More than 43,000 people descended on Las Vegas last week for the Health Information and Management Systems Society annual meeting. The buzz at HIMSS has shifted from meaningful use and health IT adoption, to tapping into artificial intelligence, generating actionable data, and, importantly, embracing consumerism.

And in case you missed it, here's a roundup of some of the big announcements that happened at HIMSS18.

1)Alphabet announced the Google Cloud Healthcare application programming interface, which can pull data from electronic health records and other sources. It relies on DICOM, FHIR and other standards to extract and gather data for machine learning. The company also announced that the Google App Engine and Cloud Machine Learning Engine support HIPAA compliance.

2)CMS Administrator Seema Verma announced the Trump administration's MyHealthEData initiative, through which the government intends to give patients more control over their data. Verma also announced an overhaul of the government's EHR incentive programs. White House adviser Jared Kushner spoke before Verma, calling for greater interoperability. The Trump administration is pushing for greater patient control of health data. "Medical data belongs to the patient," Kushner said.

3)Cerner Corp. will add Salesforce's Health Cloud and Marketing Cloud to its HealtheIntent big data platform. The combination will better engage consumers and providers, according to the company.

4)Validic launchedValidic Impact, a remote-monitoring platform that connects to at-home medical devices and wearables for tracking patients with chronic conditions and in post-acute care. The platform integrates directly into EHR and care-management systems.

5)UnitedHealthcare is bringing the Apple Watch into its United Healthcare Motion wellness program. UnitedHealthcare Motion participants pay tax and shipping for an Apple Watch and then apply earnings from the program to "pay off" the cost of the device. They will own it after they have racked up enough activity.

6)Data network Human API and the CMS will push the CMS' new Blue Button 2.0 API through Human API's network, making the tool available to 53 million Medicare patients.
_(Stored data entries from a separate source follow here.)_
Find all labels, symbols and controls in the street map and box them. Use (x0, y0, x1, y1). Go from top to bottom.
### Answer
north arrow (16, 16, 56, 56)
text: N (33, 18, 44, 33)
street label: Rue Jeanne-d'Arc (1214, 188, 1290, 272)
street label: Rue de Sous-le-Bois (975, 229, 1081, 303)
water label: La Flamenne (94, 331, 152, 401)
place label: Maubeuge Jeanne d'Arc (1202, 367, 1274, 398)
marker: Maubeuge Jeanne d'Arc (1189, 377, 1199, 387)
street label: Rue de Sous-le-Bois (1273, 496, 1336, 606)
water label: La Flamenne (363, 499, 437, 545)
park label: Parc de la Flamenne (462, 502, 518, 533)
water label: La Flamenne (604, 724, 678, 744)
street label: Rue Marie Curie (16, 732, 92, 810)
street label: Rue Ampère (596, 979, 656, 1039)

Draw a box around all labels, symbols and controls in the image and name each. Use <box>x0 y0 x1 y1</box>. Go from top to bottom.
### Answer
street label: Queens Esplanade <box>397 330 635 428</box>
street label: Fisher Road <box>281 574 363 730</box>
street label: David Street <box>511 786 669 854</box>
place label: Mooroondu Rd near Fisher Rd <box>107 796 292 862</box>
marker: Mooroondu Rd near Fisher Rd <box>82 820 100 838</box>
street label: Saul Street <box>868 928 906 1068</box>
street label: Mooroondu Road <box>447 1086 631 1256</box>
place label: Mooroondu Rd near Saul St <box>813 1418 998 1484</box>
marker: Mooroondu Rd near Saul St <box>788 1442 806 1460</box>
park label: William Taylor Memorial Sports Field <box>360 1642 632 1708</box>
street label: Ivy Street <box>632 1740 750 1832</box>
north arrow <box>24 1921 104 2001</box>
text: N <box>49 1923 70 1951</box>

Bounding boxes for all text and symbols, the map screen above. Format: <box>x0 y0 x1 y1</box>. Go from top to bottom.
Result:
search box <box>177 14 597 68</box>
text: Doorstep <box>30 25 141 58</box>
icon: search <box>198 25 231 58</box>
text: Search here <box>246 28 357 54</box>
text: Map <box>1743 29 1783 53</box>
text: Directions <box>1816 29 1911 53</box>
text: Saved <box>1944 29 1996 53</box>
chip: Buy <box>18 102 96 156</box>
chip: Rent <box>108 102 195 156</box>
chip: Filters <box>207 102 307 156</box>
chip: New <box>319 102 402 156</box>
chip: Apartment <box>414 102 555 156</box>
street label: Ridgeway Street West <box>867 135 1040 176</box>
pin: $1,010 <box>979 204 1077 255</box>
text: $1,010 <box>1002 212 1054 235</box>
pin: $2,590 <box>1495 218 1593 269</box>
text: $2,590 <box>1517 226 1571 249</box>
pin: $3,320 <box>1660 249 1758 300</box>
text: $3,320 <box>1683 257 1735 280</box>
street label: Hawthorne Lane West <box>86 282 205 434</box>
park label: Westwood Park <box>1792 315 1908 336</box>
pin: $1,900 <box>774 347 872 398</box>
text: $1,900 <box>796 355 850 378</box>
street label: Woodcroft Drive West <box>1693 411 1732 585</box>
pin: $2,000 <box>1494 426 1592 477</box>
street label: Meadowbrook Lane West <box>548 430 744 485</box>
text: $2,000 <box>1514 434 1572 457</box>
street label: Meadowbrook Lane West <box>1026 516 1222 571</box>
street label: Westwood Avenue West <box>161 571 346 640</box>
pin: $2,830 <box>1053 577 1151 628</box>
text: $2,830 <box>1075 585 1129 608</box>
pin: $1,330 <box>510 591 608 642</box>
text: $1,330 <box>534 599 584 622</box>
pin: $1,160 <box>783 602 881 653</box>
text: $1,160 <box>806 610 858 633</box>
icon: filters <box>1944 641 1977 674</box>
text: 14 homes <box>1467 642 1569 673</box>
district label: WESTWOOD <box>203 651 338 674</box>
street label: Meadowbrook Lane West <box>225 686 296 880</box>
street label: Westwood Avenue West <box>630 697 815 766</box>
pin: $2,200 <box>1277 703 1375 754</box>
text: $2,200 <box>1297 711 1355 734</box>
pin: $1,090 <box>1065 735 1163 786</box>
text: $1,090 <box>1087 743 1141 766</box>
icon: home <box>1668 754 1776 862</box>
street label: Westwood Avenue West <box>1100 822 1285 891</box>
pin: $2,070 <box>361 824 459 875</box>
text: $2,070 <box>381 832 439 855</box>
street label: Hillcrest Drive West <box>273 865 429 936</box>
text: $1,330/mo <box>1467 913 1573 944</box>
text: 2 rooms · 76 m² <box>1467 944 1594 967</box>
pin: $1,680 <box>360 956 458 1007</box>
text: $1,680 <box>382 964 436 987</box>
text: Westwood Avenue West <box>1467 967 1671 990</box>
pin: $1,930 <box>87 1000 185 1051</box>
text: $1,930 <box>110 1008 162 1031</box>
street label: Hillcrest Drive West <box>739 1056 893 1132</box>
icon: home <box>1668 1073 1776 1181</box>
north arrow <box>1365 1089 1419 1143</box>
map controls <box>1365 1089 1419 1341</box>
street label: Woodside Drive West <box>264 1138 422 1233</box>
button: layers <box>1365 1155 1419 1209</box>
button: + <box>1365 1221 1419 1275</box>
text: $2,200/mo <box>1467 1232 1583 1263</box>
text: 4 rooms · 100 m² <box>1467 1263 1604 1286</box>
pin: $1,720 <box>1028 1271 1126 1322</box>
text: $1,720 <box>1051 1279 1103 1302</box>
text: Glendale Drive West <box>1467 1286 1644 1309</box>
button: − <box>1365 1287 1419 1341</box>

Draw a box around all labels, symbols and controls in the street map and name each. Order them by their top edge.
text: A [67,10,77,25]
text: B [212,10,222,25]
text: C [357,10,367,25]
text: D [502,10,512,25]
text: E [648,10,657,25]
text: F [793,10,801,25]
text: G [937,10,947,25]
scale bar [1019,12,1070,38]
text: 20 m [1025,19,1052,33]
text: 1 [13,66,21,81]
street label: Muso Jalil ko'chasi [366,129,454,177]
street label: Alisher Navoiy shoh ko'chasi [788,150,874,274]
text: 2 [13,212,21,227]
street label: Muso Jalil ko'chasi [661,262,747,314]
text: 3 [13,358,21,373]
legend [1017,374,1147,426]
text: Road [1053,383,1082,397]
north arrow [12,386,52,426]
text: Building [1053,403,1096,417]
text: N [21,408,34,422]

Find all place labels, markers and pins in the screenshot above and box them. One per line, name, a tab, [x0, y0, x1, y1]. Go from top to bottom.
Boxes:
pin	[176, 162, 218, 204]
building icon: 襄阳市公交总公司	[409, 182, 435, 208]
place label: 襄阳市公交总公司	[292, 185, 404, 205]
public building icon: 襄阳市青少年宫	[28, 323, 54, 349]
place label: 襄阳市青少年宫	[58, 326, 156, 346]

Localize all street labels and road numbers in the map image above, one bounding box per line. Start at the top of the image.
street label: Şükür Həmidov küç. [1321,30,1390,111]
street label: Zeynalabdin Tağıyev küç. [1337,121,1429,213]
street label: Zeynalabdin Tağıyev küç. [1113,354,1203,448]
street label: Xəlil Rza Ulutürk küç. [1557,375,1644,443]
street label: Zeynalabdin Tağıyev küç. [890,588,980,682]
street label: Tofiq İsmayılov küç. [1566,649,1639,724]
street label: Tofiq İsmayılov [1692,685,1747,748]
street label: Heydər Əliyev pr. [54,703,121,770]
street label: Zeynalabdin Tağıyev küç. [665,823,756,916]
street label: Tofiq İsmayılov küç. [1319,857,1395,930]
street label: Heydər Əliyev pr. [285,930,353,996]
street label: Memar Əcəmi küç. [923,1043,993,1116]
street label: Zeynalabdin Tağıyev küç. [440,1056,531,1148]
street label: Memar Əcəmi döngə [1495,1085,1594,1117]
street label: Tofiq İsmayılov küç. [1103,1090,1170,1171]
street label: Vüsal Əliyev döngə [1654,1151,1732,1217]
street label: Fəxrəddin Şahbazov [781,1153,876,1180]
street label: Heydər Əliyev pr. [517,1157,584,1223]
Third-party developers and providers can use the API to integrate claims information from Medicare beneficiaries. Those beneficiaries, in turn, can link their information to third-party applications.

7)Epic Systems Corp. has integrated Nuance's AI-powered virtual assistant into its EHR. Now, providers will be able to ask for lab results, medication lists, visit summaries and other information in the Epic Haiku mobile app. Also, scheduling staff will be able to use the virtual assistant to modify appointments via voice technology.